> **TO DO**: Look through the records and copy each line with the string "nowrap" in it.

> **Stored data**:
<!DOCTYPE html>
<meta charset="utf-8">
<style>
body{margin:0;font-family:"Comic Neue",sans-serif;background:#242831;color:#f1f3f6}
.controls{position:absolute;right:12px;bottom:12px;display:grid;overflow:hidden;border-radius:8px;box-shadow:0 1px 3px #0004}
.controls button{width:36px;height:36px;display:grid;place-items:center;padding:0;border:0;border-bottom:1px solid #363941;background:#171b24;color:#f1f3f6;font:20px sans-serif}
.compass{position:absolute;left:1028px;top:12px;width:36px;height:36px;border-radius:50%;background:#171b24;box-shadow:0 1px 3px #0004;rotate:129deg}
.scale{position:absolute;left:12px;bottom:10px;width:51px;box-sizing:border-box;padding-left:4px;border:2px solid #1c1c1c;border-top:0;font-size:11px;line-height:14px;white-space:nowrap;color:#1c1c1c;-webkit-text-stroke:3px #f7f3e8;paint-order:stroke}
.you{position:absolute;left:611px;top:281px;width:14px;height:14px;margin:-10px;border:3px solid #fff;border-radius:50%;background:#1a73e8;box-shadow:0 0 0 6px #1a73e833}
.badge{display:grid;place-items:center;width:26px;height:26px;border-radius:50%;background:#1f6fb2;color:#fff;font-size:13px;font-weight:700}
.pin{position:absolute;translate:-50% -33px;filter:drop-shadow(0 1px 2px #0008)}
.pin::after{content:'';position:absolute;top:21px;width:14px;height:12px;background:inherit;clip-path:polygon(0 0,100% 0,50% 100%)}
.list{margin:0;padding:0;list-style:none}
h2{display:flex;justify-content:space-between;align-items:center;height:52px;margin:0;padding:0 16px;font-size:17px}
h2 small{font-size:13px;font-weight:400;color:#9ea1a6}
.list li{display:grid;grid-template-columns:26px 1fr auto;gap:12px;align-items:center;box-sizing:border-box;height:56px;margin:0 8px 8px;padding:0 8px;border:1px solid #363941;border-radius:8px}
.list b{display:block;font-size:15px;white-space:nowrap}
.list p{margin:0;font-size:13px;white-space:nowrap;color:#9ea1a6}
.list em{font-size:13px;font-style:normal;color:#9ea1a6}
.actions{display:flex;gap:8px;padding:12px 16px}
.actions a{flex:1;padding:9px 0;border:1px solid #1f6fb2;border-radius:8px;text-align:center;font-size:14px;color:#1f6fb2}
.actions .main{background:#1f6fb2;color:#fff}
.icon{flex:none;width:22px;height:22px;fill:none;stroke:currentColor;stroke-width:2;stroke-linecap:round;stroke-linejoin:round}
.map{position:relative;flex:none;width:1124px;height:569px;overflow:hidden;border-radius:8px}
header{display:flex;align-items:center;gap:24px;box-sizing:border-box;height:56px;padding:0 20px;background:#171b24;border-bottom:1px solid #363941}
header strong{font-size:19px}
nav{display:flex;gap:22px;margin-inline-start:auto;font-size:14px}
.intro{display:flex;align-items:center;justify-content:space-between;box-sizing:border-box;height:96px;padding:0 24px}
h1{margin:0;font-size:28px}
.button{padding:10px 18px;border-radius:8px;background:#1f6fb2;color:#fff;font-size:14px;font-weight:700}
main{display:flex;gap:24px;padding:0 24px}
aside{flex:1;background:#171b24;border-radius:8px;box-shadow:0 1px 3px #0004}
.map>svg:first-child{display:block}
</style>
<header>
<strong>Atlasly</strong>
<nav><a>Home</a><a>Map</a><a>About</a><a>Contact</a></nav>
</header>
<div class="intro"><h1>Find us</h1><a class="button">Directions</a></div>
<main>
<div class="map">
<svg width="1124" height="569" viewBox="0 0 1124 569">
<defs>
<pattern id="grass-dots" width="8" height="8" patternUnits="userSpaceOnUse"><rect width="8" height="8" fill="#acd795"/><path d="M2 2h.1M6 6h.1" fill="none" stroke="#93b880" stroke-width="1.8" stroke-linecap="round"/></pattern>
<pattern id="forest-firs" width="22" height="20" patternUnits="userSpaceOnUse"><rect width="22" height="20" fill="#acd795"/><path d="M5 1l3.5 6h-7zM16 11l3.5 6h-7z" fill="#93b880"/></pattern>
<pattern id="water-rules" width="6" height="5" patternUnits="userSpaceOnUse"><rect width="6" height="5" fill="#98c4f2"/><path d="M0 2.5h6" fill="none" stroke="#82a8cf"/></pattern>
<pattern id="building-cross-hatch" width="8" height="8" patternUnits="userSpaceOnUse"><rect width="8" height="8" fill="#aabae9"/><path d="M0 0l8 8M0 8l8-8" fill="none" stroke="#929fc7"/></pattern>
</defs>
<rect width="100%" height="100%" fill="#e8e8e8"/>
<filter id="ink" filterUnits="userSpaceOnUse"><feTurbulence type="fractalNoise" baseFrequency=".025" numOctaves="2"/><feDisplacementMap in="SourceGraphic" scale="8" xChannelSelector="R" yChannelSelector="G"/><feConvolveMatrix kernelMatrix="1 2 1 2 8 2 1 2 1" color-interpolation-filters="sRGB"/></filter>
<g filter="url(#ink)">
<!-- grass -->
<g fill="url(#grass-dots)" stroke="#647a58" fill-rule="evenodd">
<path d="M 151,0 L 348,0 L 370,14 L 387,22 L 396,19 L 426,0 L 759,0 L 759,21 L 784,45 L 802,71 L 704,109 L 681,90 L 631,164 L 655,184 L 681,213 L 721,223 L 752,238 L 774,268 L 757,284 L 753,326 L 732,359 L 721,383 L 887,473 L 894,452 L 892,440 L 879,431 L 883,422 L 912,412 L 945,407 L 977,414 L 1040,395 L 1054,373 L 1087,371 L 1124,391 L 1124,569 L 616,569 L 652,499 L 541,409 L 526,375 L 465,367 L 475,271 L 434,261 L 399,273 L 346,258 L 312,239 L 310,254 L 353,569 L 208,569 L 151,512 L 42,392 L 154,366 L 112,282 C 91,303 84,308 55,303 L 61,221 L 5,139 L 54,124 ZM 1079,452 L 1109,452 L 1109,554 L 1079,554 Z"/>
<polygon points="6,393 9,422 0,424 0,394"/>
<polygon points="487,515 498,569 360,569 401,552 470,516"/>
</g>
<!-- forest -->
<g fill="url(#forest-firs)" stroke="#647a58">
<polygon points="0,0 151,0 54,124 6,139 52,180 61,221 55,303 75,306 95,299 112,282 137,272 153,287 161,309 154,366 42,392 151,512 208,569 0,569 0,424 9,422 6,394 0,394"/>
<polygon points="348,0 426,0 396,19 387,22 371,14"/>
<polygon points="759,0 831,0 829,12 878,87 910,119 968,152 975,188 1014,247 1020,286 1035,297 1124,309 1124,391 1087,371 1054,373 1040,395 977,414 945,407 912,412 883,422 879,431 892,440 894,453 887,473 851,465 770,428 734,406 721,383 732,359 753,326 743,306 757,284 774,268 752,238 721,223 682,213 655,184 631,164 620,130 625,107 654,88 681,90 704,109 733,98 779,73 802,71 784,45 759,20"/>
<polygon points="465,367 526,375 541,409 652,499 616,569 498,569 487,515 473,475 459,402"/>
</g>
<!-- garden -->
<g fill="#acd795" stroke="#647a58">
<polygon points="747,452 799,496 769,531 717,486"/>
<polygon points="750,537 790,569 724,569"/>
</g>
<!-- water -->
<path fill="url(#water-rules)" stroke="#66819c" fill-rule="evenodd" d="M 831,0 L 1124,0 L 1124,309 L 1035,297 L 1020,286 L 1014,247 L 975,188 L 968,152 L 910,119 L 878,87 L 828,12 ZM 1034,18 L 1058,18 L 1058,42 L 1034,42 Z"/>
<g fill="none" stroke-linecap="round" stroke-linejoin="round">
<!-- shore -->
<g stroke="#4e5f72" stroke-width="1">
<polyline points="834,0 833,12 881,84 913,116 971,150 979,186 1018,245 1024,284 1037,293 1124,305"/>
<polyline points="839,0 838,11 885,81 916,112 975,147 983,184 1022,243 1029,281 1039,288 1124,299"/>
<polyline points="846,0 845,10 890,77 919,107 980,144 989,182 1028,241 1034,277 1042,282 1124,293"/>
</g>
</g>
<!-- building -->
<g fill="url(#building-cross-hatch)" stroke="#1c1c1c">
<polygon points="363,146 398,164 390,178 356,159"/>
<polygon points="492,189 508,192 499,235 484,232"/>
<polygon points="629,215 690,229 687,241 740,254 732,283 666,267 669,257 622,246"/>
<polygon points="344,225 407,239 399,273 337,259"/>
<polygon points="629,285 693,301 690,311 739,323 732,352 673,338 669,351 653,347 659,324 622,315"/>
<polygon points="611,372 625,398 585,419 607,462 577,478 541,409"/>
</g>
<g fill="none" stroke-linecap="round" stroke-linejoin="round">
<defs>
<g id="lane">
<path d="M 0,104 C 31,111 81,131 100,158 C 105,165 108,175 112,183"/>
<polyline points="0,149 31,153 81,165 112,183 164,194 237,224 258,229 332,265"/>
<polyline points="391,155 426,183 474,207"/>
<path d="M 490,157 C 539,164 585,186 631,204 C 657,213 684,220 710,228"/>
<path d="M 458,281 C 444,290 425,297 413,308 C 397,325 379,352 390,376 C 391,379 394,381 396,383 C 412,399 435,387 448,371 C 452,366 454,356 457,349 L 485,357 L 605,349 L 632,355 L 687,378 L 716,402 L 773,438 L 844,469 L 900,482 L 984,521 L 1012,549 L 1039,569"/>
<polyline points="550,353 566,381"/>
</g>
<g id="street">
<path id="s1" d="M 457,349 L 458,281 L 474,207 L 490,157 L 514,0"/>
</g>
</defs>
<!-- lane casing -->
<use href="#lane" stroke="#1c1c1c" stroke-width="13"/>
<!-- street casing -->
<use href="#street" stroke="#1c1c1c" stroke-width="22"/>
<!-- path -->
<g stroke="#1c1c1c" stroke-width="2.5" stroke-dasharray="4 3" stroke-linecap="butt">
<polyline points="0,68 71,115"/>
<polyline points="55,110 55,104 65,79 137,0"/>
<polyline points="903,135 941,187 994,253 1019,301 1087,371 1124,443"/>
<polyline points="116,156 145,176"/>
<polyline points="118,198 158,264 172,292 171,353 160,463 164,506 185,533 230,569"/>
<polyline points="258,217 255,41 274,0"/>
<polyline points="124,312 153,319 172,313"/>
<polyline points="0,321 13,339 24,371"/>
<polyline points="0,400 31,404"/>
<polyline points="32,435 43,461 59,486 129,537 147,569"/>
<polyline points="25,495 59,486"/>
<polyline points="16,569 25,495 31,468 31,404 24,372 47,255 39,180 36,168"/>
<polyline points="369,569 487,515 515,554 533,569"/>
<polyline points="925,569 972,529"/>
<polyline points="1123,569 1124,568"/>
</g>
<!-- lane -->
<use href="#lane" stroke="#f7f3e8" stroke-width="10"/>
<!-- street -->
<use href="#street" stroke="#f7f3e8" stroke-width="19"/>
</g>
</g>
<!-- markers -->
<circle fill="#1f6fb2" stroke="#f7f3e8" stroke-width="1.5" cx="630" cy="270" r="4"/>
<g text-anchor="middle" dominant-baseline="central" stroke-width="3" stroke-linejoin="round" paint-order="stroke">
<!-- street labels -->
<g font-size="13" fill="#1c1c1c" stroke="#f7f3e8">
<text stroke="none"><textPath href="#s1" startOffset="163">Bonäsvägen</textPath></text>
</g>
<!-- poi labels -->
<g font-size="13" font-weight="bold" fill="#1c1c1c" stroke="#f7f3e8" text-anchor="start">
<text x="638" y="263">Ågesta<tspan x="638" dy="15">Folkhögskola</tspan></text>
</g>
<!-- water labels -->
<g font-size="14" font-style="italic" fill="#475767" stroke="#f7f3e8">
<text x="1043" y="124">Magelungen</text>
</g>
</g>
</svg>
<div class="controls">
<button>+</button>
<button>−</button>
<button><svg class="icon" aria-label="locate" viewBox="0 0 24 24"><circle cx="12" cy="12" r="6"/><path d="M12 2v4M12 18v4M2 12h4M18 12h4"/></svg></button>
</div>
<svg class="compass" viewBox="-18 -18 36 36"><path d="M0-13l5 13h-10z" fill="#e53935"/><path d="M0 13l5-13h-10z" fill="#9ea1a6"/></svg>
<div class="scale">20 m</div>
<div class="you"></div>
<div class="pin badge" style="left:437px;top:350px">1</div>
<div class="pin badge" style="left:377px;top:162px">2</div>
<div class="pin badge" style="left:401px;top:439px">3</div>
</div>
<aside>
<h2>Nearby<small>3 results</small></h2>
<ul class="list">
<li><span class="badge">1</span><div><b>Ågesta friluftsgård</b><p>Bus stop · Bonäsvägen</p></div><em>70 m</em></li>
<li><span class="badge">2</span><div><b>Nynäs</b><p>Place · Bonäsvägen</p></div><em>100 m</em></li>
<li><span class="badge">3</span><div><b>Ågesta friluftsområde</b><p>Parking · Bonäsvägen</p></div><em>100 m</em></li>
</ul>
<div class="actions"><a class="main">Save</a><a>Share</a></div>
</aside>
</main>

> **REPLY**:
.scale{position:absolute;left:12px;bottom:10px;width:51px;box-sizing:border-box;padding-left:4px;border:2px solid #1c1c1c;border-top:0;font-size:11px;line-height:14px;white-space:nowrap;color:#1c1c1c;-webkit-text-stroke:3px #f7f3e8;paint-order:stroke}
.list b{display:block;font-size:15px;white-space:nowrap}
.list p{margin:0;font-size:13px;white-space:nowrap;color:#9ea1a6}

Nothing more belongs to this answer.